[Collected data entries]
>>>
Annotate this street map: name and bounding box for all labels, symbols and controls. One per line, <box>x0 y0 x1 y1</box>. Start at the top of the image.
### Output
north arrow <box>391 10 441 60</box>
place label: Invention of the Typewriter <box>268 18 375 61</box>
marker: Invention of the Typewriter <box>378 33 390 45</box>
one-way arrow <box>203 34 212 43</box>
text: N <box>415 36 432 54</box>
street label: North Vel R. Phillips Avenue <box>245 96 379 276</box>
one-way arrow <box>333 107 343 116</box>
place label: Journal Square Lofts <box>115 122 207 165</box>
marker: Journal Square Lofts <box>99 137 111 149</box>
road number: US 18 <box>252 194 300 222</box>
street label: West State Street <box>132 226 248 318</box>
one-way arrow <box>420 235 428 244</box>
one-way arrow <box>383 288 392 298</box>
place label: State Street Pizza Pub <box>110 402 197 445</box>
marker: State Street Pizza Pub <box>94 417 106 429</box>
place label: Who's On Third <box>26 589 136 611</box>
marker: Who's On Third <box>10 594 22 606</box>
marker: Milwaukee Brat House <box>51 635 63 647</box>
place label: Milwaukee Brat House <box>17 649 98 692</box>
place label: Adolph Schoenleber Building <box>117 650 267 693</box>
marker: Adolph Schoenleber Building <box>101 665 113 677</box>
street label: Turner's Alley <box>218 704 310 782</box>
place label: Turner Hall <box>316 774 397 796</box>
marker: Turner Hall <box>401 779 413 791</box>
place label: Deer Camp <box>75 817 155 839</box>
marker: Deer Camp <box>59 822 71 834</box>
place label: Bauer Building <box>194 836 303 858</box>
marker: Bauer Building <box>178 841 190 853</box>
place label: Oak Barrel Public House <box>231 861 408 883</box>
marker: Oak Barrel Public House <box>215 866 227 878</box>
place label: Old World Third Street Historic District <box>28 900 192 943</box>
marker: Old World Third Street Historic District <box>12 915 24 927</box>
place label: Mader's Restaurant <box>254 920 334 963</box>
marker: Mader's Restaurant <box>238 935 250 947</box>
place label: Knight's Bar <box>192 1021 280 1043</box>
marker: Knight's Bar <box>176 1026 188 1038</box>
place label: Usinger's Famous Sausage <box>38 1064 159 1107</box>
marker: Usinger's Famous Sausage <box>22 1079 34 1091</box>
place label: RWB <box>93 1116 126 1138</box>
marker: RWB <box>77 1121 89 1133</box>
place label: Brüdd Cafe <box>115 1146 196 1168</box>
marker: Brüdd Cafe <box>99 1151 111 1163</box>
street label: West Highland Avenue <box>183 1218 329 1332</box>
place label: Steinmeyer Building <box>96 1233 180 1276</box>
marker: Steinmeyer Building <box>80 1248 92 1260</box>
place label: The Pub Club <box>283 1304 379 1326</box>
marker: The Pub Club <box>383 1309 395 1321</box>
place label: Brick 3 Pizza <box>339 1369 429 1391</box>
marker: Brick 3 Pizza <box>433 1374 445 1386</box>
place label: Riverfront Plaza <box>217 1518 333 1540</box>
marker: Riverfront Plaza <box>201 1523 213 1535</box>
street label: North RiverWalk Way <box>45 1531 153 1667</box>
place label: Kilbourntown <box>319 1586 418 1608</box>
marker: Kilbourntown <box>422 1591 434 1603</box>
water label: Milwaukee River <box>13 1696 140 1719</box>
<<<
▶ _Problem to solve_: Filter the data above, keeping only lines that include the string "Square".

▶ _Answer space_:
place label: Journal Square Lofts <box>115 122 207 165</box>
marker: Journal Square Lofts <box>99 137 111 149</box>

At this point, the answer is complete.